Pygmy Marmoset - Wikipedia, the free encyclopedia

Primate Factsheets: Pygmy marmoset (Callithrix pygmaea)

Pygmy Marmoset

Marmoset Food and Diets

It helps to do as you have written research as much as you can on the species you are thinking of undertaking.

My only other comment would be to remember that primates are not pets, but an exotic species.

Responsible primate keepers shudder at the word primate and pets in the same breath.

HTH

Regards Rory


----------



## *mogwai* (Feb 18, 2008)

lol i know what you mean, i really didn't want to type 'pets' but didn't know what other word to use. 

thanks for those links, i'll have a good read through them.


----------



## *mogwai* (Feb 18, 2008)

thanks for those links, they were very helpful. eyes hurt after reading all that though. 

just a few basic questions. 
how big an enclosure would they need? i know that they need some outside and inside space, heat and uv light, but what dimensions?
and are they best kept in pairs/trios or groups? i get the impression that keeping one on it's own isn't a good idea. 

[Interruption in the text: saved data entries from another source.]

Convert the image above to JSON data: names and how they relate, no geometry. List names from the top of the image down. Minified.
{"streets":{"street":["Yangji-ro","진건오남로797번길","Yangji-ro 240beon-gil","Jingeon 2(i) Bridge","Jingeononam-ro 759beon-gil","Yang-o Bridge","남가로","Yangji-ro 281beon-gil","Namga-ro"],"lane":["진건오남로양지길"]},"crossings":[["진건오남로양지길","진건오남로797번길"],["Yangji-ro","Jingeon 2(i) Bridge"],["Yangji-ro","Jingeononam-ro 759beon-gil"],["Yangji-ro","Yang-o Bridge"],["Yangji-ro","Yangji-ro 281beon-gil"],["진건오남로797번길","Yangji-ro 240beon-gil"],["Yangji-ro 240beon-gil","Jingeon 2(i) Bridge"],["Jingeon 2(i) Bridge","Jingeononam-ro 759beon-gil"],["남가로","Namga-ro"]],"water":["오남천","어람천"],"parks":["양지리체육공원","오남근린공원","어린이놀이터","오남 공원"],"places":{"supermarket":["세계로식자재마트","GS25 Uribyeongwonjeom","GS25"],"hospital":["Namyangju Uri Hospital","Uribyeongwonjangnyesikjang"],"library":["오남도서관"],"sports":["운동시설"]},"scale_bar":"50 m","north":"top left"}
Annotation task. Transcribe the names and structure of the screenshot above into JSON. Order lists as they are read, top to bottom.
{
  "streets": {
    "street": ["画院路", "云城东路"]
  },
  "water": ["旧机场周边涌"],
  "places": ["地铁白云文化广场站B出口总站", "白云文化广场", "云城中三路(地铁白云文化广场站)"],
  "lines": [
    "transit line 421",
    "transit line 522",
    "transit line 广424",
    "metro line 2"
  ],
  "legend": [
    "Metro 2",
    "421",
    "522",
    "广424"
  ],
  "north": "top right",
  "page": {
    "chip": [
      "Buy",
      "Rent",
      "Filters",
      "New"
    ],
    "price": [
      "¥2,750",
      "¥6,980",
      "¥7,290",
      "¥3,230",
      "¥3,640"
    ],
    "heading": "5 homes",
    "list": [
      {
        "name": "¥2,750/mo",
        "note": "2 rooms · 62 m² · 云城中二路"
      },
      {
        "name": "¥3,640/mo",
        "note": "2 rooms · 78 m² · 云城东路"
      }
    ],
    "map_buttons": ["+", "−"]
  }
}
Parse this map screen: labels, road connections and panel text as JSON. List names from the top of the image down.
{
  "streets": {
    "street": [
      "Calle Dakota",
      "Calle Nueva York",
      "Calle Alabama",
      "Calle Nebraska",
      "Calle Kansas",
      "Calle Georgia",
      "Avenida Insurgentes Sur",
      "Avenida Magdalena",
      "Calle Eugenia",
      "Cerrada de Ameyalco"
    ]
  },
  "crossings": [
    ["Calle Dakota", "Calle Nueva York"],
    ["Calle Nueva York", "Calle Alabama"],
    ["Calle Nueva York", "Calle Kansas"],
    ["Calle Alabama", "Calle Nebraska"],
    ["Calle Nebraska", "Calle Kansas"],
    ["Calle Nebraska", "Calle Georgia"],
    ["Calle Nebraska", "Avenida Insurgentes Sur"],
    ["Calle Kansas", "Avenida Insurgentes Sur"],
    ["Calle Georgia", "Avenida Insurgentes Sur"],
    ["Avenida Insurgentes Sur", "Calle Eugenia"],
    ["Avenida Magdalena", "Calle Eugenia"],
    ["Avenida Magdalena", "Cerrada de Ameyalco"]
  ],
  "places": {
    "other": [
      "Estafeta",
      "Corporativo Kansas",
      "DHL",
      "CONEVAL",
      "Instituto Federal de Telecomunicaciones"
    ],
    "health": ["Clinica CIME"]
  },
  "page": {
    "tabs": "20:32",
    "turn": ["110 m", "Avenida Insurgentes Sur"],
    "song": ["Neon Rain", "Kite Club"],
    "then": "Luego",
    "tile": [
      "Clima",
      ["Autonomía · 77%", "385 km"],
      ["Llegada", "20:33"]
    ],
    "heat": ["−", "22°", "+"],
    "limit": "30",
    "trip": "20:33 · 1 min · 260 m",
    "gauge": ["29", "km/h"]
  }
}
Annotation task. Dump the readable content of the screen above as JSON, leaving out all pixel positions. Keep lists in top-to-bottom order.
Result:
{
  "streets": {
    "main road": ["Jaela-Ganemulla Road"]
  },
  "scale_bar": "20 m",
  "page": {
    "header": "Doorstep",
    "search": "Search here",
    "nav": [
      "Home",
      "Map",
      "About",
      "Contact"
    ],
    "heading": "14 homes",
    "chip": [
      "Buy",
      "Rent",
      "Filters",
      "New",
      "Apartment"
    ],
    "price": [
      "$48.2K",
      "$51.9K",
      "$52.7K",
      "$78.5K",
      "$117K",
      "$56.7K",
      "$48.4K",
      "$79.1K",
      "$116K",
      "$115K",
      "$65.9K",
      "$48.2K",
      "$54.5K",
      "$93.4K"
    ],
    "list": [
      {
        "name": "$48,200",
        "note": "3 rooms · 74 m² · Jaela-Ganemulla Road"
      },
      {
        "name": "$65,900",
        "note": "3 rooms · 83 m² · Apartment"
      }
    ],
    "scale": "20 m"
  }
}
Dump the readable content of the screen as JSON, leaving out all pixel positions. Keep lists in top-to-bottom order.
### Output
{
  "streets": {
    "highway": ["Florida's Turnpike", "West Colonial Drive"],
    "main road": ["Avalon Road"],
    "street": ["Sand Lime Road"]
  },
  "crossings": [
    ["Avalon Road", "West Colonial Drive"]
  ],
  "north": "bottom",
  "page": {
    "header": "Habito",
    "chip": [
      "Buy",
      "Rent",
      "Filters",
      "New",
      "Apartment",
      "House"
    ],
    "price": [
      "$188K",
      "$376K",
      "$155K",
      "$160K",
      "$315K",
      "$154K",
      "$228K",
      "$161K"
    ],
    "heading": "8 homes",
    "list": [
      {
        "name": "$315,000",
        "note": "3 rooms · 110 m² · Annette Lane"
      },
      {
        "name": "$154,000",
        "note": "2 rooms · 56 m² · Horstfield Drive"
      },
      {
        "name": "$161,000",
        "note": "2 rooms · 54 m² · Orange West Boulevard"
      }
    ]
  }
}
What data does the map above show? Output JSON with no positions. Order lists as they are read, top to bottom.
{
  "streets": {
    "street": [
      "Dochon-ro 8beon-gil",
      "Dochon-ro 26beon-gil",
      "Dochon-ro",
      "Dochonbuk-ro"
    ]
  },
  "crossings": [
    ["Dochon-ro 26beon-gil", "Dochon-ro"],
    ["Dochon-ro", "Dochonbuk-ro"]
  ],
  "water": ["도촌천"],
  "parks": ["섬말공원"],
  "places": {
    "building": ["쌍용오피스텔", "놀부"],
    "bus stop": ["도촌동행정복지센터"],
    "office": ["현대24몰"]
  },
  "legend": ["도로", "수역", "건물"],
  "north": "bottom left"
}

and if this is a stoopid question, then freel free to say but if you're thinking about keeping primates at some stage in the future, are sugar gliders a good place to start? just from reading this forum sometimes people do make comparisons between sugar gliders and primates. 

thank you


----------



## Emmaj (Dec 3, 2007)

I cant answer questions on primates but i do have 3 suggys and they are fantastic lil critters full of personality and funny to watch 

they are pretty easy too keep and need alot less space than that of a primate 

mine are house in a huge 3 storey cage i have removed some of the shelveing so hey have more jumping space they sleep in lil pouches or nest boxes are better kept as pairs or in a small group they love things to swing on climb on and things to dangle from too 

diet mine get honey water, different baby foods and and a bowl of fruit every evening 


they can become very tame can sugar gliders though you have to have alot of patience with them as they can be very shy too 

also dont let the tiny lil teeth decieve you they hurt like feck lol when they bite :lol2::lol2::lol2:


----------



## anz3001 (Jul 8, 2008)

teshu said:


> and uv light


i know next to nothing about these anilmals but sure ive read uv lights arent a good idea...may be wrong......


----------



## TSKA Rory Matier (May 27, 2007)

teshu said:


> thanks for those links, they were very helpful. eyes hurt after reading all that though.
> 
> just a few basic questions.
> how big an enclosure would they need? i know that they need some outside and inside space, heat and uv light, but what dimensions?
> ...


Hi Again, 

Firstly, Pygmy Marmosets are not that easy to secure, they are not as widely kept as say Cotton Eared marmosets are, also a pair could set a keeper back pending seller of course anywhere between £2000 - £3300, a trio or a group considerably more.

They would need a suitably sized enclosure outside that had access to an internally heated area.

But where do/did you come across the notion that UV light was a requirement?

Space wise - working in inches and feet - for a pair/trio an minimum sized enclosure would be length -8/9 feet, height - 6/7 feet, width 4/5 feet this is as said a minimum sized enclosure, where upon a nest box could be added, and this would also make for the allowance of a heated nesting area.

Yes, you would be correct in thinking that the keeping of single primates is in fact a very bad idea, they need companionship from their own kind, for stimulation, enrichment and so on.

As to the comparison of sugar gliders to primates - personally l can see no comparison, although Glidergirl [Marie] whom has kept both these species may well say differently - and if, if there was a slight comparison to be had, it would be in so far as both are specialised species for keeping. But that would be about as far as it went.

Both the species have their own specialised care.

Both species in question need research, thorough research.

HTH Rory


----------



## Emmaj (Dec 3, 2007)

I think the only comparrison the same with gliders would be that they shouldnt be kept alone either they need to be kept as pairs or in groups 

Marie (glidergirl) who rory has mentioned would be the best person for info on gliders i have only just got into them and learn more and more each day


----------



## *mogwai* (Feb 18, 2008)

the uv light thing came from the marmoset food and diets link, it says *You also need to provide cooling, heating and lights {UV lighting if kept inside}.*

the cost doesn't bother me, if we ever do this it will only be when we can truely afford it and that includes having funds put aside if an emergency trip to the vet was needed. if it costs up to £3300 for a pair then that's what i'll pay. this isn't something that's gonna be done this year or even next, the purpose of this thread was just to find out if it'd ever be possible for us or always out of our reach.

that size enclsure isn't as big as thought it would be either, how would you secure it? what's the minimum 'gap' between the wire/mesh? if anyone has any pics of set ups, that'll be great. 

clearly i'm wrong about the suger glider thing lol. i don't read this part of the forum very often so i think i've mis-understood a couple of posts.


----------